The state partially reimburses municipalities for tax-exempt property. But the $115 million in PILOT, or payments in lieu of taxes, covered just 32 cents for every property-tax dollar municipalities lose.

Sharkey originally proposed ending the tax exemption for major nonprofits, and then allowing hospitals, colleges and hospitals to apply for state grants to offset some of that new burden.

When it became clear that measure wouldn’t pass in the Democratic-controlled Senate, the House approved a scaled-back bill that attacks the problem prospectively: Nonprofits would owe local taxes only on properties purchased after July 1.

As that plan also bogged down in the Senate, Sharkey, Williams and Malloy administration representatives crafted one final compromise this week.

Nonprofit colleges and universities would pay local taxes on new property purchased after July 1, 2015, only if:

  • It involved buildings used for new student housing;
  • The local legislative body in that city or town approved the tax policy change;
  • And, if the state legislature ratified that local approval during the 2015 General Assembly session.

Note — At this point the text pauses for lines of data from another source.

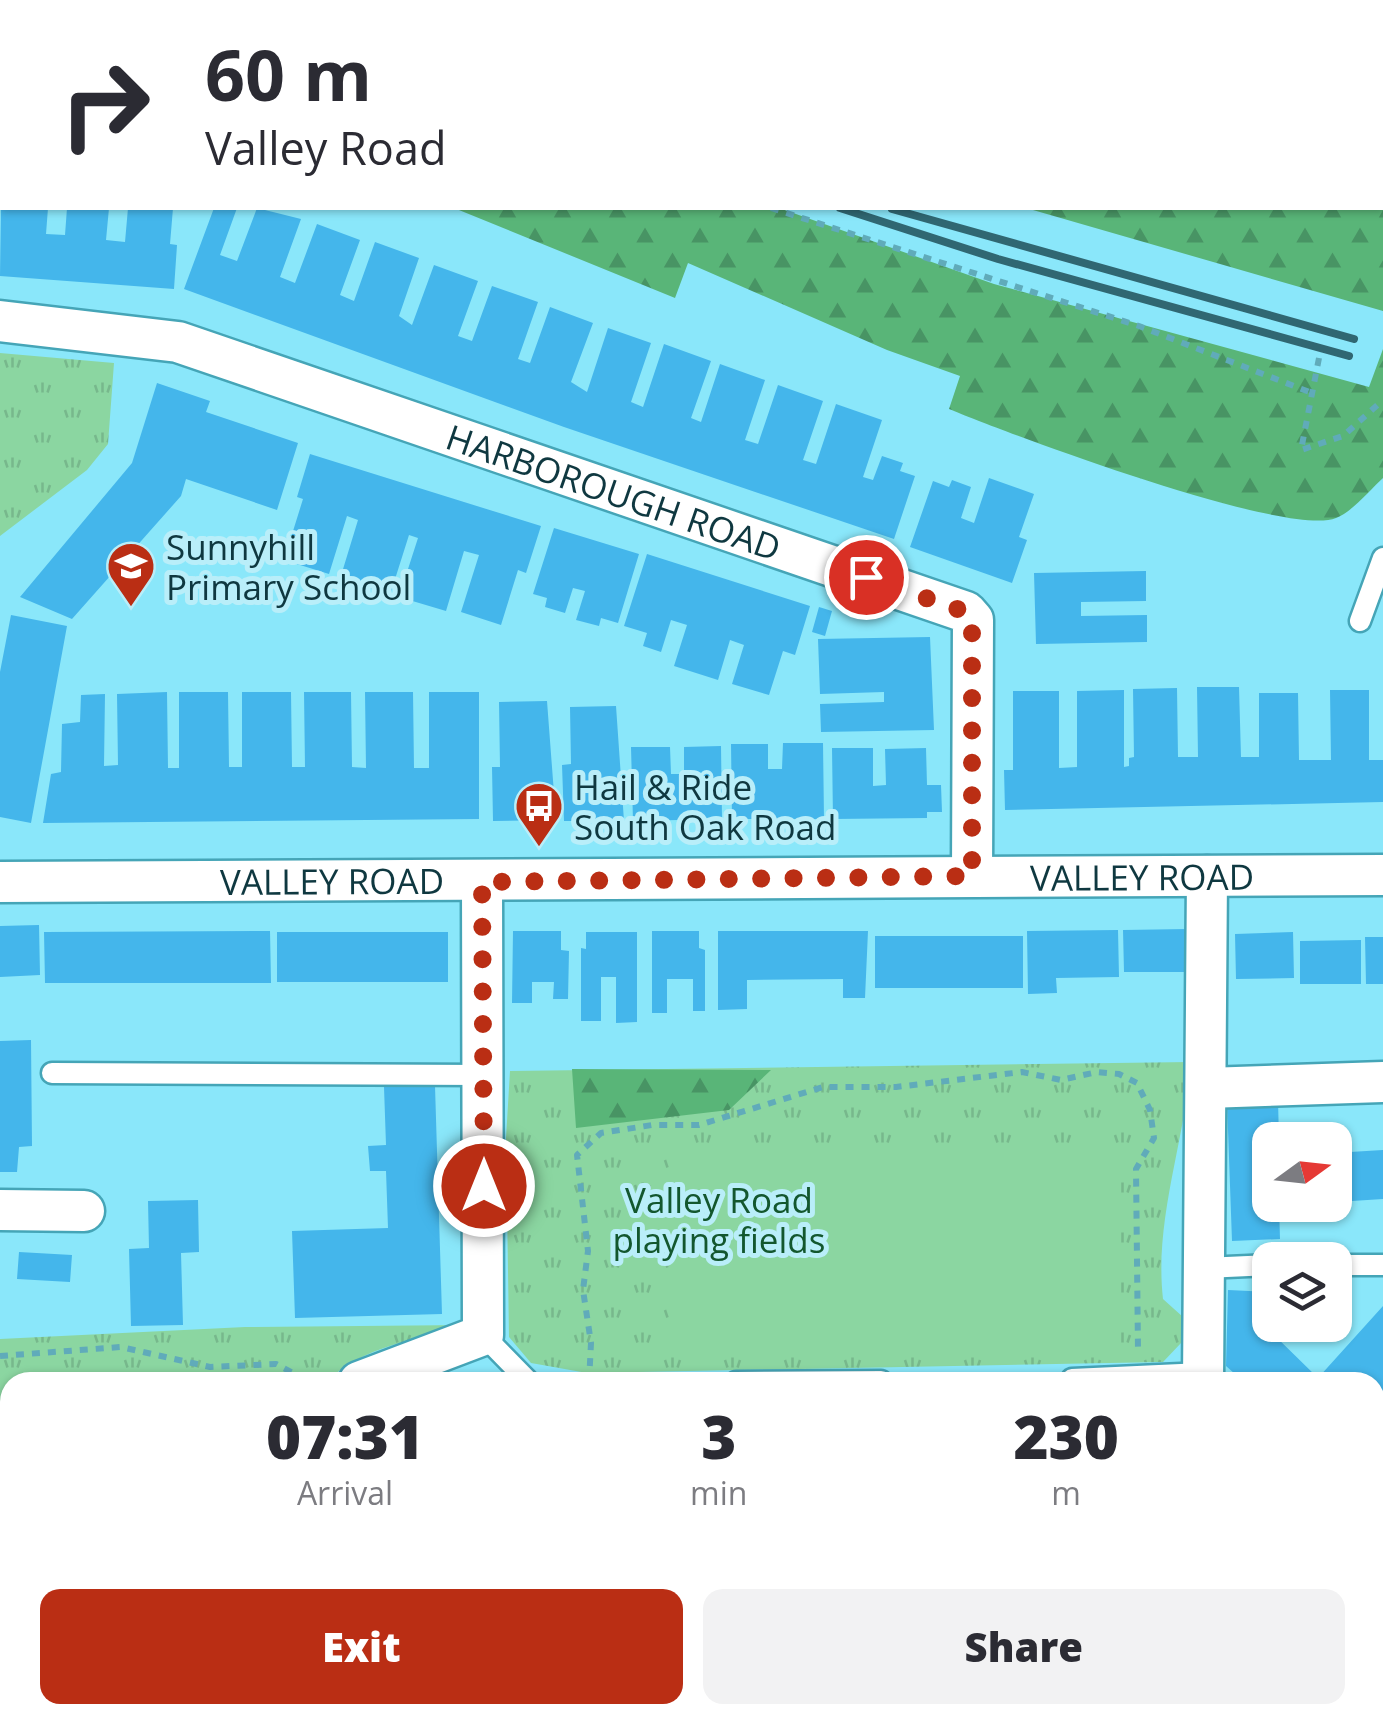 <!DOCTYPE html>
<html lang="en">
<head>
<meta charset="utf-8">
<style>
	:root { --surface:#fff; --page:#f2f2f3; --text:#2b2b33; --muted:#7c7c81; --accent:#ba2e14 }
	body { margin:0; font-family:"Open Sans",sans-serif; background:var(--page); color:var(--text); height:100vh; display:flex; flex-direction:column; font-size:38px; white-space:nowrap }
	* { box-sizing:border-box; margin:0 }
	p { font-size:32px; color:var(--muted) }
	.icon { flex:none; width:55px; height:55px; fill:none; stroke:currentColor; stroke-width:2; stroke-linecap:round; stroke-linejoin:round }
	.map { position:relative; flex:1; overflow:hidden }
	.panel { position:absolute; left:0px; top:1372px; width:1385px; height:352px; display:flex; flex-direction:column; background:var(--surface); border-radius:30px 30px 0 0; box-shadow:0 2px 8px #0004 }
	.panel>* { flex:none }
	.top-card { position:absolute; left:0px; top:0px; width:1385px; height:210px; box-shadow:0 2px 8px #0004; background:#fff; color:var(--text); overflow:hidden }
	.needle { width:65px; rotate:75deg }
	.controls { position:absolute; left:1252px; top:1122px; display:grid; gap:20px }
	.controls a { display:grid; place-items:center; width:100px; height:100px; border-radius:20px; background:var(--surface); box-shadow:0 2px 8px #0004; font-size:50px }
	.pin { position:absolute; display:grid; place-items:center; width:85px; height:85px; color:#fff; margin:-42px; border:5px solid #fff; border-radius:50%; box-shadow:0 2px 10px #0007 }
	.me { position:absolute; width:110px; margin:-55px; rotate:0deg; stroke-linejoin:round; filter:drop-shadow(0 0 8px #0008) }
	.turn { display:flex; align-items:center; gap:35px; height:210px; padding:0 40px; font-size:45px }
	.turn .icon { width:130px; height:130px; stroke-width:2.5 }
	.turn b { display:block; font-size:70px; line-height:85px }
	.eta { display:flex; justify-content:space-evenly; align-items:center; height:170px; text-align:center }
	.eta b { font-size:60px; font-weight:800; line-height:70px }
	.primary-button { display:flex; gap:20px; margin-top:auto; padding:20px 40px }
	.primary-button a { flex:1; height:115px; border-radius:20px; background:var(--accent); color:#fff; font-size:40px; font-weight:800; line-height:115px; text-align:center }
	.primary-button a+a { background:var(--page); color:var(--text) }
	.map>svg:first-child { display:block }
	.grass { fill:url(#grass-tufts) }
	.forest { fill:url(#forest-firs) }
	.garden { fill:#8bd6a1 }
	.building { fill:#44b6eb }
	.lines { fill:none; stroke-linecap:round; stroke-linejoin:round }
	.service-casing { stroke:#45a5b7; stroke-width:25 }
	.minor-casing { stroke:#45a5b7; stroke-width:45 }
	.path { stroke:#60abba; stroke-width:6; stroke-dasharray:8 8; stroke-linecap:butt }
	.service { stroke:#fff; stroke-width:20 }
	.minor { stroke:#fff; stroke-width:40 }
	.rail { stroke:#306772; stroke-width:8 }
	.route { stroke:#ba2e14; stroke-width:18; stroke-dasharray:0 32.4 }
	.labels { text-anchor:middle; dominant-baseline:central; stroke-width:10; stroke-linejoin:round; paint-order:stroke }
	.street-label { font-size:35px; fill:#0f3840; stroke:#b9eef9 }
	.poi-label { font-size:35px; fill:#0f3840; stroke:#b9eef9; text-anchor:start }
	.park-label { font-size:35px; fill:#13572e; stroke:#b9eef9 }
</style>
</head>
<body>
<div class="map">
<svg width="1383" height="1723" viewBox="0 0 1383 1723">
	<defs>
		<pattern id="grass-tufts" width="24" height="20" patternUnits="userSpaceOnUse" patternTransform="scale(2.5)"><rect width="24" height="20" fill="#8bd6a1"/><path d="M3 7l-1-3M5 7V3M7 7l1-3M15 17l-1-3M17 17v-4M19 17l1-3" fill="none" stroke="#77b88c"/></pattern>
		<pattern id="forest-firs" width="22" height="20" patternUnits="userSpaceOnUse" patternTransform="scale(2.5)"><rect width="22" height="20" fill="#59b578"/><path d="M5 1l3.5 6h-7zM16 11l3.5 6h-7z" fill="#489464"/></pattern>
	</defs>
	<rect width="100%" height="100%" fill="#8ae7fa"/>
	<path class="grass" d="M0,353L114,363L108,444L87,470L0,536Z
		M1191,1062C1185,1141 1154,1220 1163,1299L1183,1317L1182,1342L1163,1362L587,1373L531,1363L509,1337L506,1138L510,1071Z
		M466,1325C425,1338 356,1347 328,1382H265L256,1376L233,1382H10V1477L0,1479V1339L245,1327Z"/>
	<path class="forest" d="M48,0H264L270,2H48Z
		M463,0H946L955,2H469Z
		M1383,99V311L1026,208H1382Z
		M454,208H779L994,284L1369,387L1383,349V478C1370,490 1352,512 1336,518C1286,538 1009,434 949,409L960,376L887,350L688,263L675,298Z
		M572,1069L771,1070L729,1110L576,1128Z"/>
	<path class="garden" d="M669,1145H1119V1349H669Z"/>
	<path class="building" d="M1,208H48L46,234L65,235L67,208H109L106,240L125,242L128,208H173L170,244L177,245L174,289L0,276Z
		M214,208H237L220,255L237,261L257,208L301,219L280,277L295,283L317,224L360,240L340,295L354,301L375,242L419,258L399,316L412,325L434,265L478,281L458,336L472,341L492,286L538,302L518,359L530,363L550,307L593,323L571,382L587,392L608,328L651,343L631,402L643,407L664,344L711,361L691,418L701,422L720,364L765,380L745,440L758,444L778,385L823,401L803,460L816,464L836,404L882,420L863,477L873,480L882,456L903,463L900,471L915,476L894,539L564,427L184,289Z
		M157,383L210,401L206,412L298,443L277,510L186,479L181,496L72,619L20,597L132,463Z
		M310,454L541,526L526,573L518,570L501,625L461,612L479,555L464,551L446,611L399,597L418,538L409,535L390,595L340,579L358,520L347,516L329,574L284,560L303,499L297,497Z
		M989,478L1034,494L1019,537L1027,540L1012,583L910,547L933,481L949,487L952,480L971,487L961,518L974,523Z
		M554,528L639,554L618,623L601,618L599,626L576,620L585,591L573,588L565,613L545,607L547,598L533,594Z
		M647,554L810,606L795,655L783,651L769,695L732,684L744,645L730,640L718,680L674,666L687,625L671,620L661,652L643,646L647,633L624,626Z
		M1146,571V601L1081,602V616L1147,615V642L1036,644L1034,573Z
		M819,607L832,611L825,636L812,632Z
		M11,615L67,626L31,823L0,817V672Z
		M930,637L934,730L821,732L820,704L884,702V692L820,694L818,639Z
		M1197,687H1239L1241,757H1259V693H1298L1299,760H1331L1330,690H1369V760H1383V802L1005,810L1004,770H1013V691H1059V768L1077,767V691L1124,690V767L1129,766V758L1134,757L1133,689L1177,688L1178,757H1198Z
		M167,692L168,768H179V692H228L229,767H242V692H291L292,767H305L304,692H351L352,767L366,768L365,692H413L414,768H429V692H479V819L43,823L51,774L61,772L62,724L80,722L81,695L105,694L104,766L118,765L117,694Z
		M547,701L556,820L493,821L492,767H500L499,702Z
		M616,706L624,821H564L562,765L571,764L570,707Z
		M783,743H823L824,819H732L731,744H768V769H782Z
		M721,746L722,819L633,821L631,747H670L671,774H684V747Z
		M832,748H873V786L886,785L885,749L926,748L927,785H941L942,812H927V818L833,819Z
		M39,925L40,975L0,977V926Z
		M1188,929L1189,972H1124L1123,930Z
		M1118,930L1119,977L1056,978L1057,993L1028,994L1027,931Z
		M270,931L271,983H45L44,932Z
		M513,931H561V950L569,951L568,999H553L554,982H532V1003H512Z
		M652,931H699V948L705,950V1011H693V979H667V1013H652Z
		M718,931H868L865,998H843V979L747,980V1009L718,1010Z
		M277,932H448V982H277Z
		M586,932H637V1022L616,1023V977H601V1021H581V948L586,949Z
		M1293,932L1294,978L1236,979L1235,934Z
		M875,936H1023V988H875Z
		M1365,937H1383V984H1366Z
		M1361,940V984H1300V941Z
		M31,1040L32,1146L19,1147L17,1172H0V1041Z
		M435,1086L442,1314L295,1318L292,1231L388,1228L386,1171H370L368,1146L386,1145L384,1087Z
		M1278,1100L1279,1140H1270V1205H1279L1280,1239L1232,1241L1227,1102Z
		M1347,1149L1349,1203H1335V1150Z
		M1383,1150V1199L1352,1201L1350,1152Z
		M198,1200L199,1252L181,1253L183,1325L131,1326L129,1249L149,1248L148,1201Z
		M19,1252L72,1255L70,1282L17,1279Z
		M1228,1290L1270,1292V1331L1318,1378L1383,1306V1391L1375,1401V1382H1244L1226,1366Z
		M1383,1477V1511L1376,1512L1375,1478Z
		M0,1537L10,1541V1574L0,1587Z
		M0,1671L10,1676V1715L32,1723H0Z
		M74,1715H103L98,1723H69Z
		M302,1715H365L360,1723H317Z
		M446,1715H474V1723H447Z
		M571,1715H625V1723H557L571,1719Z
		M725,1715H776L777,1723L726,1721Z
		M852,1715H900L901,1723H853Z"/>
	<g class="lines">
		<g class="service-casing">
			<path id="service" d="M1382,91H1383
				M1360,621L1383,558
				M52,1073L484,1075
				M1335,1265H1383
				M1205,1268L1270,1265
				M483,1335L529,1382
				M1072,1379L1203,1373
				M736,1382L881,1381"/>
		</g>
		<g class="minor-casing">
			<g id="minor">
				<path id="s1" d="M0,321L178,342L966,612L973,620L972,876"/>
				<path id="s2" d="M0,882L1383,875"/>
				<path d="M1207,1088L1383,1082"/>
				<path d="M0,1210L84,1211"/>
				<path d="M359,1382L483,1335L482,882"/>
				<path d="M1203,1382L1207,876"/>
				<path d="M192,1715L205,1723"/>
				<path d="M652,1715L653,1723"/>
				<path d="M979,1723L1041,1715"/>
			</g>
		</g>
		<path class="path" d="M263,0L269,2
			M771,208L1139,326L1312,393
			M1319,358L1301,450L1343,436L1383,400
			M0,1356L121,1347L210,1367L276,1364L310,1382
			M904,1380L1051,1379
			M589,1382L591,1343L583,1290L588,1251L577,1155L601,1133L652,1125H699L823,1087H896L1022,1072L1061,1080L1097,1072L1119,1074L1137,1083L1150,1110L1154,1138L1136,1169L1138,1350
			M798,1723V1715"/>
		<use href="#service" class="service"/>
		<use href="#minor" class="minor"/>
		<path class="rail" d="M316,0L321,2
			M351,0L358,2
			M840,208L998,259L1349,356
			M892,209L1354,339"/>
	</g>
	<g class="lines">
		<path class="route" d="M484,1186L482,882L972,876V620L966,612L866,577"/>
	</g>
	<defs>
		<g id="school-pin" transform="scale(2.5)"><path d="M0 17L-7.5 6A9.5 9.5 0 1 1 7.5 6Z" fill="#ba2e14" stroke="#b9eef9"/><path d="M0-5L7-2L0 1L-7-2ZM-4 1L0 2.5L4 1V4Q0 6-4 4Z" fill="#fff"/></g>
		<g id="bus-pin" transform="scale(2.5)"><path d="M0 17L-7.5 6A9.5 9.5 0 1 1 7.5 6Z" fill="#ba2e14" stroke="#b9eef9"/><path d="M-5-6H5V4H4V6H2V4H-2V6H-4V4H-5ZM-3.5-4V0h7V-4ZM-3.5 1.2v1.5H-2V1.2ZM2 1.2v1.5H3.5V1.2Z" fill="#fff"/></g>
	</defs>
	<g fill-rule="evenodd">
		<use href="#school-pin" x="131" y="566"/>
		<use href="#bus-pin" x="539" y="806"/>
	</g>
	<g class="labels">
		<g class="street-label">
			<text stroke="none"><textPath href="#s1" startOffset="640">HARBOROUGH ROAD</textPath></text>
			<text stroke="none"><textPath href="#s2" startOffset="1142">VALLEY ROAD</textPath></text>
			<text stroke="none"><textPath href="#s2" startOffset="332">VALLEY ROAD</textPath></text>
		</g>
		<g class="poi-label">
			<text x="166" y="546">Sunnyhill<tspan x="166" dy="40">Primary School</tspan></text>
			<text x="574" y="786">Hail &amp; Ride<tspan x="574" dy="40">South Oak Road</tspan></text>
		</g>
		<g class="park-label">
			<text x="719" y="1199">Valley Road<tspan x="719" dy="40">playing fields</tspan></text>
		</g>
	</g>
</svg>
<div class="controls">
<a><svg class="needle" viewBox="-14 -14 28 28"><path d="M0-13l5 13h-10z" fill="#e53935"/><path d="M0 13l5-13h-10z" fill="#7c7c81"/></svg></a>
<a><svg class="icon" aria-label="layers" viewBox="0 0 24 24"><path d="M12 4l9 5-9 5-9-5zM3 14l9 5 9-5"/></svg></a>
</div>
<div class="pin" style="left:866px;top:577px;background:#d93025"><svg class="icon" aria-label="arrive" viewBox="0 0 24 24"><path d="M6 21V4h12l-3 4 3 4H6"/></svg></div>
<svg class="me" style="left:484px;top:1186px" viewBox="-20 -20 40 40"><circle r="17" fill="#ba2e14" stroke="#fff" stroke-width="3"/><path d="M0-11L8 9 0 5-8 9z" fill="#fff"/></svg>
<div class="top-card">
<div class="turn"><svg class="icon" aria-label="right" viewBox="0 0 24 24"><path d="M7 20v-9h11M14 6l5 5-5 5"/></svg><div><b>60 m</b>Valley Road</div></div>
</div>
<section class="panel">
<div class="eta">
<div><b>07:31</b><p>Arrival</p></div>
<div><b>3</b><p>min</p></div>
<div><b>230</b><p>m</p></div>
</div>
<div class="primary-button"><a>Exit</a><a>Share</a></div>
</section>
</div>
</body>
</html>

Hospitals would not be affected at all in this final version of the bill.

The House adopted the measure 141-4 shortly after 8:45 p.m. and transferred the bill to the Senate, where it languished on the calendar until the midnight deadline.

Sharkey rejected any comparison between his proposal and Williams’ grass-seed bill.

The Williams bill never received a public hearing or a committee endorsement, Sharkey said. The speaker added that he worked with Williams to get another of the Senate leader’s priorities through the House, an early childhood development measure that also had never received a public hearing.

“I had to do some heavy lifting,” Sharkey said. “I worked very hard with him.”

Sharkey, who is pledging to lead a landmark debate in 2015 over the state’s property tax system and reforms necessary to ease the burden on local homeowners and businesses, said some evidence of a new direction needs to be demonstrated now.

“People are expecting something to occur,” the speaker said, adding he’s dismayed that Senate Democrats don’t recognize the hefty burden these major institutions are placing on communities. “I was somewhat dumbfounded by that.”

But when the smoke cleared after the midnight deadline, Williams said “there was hardly any support for (Sharkey’s proposal) at all” among Senate Democrats. “People were not thrilled with signing onto the idea of taxing nonprofits.”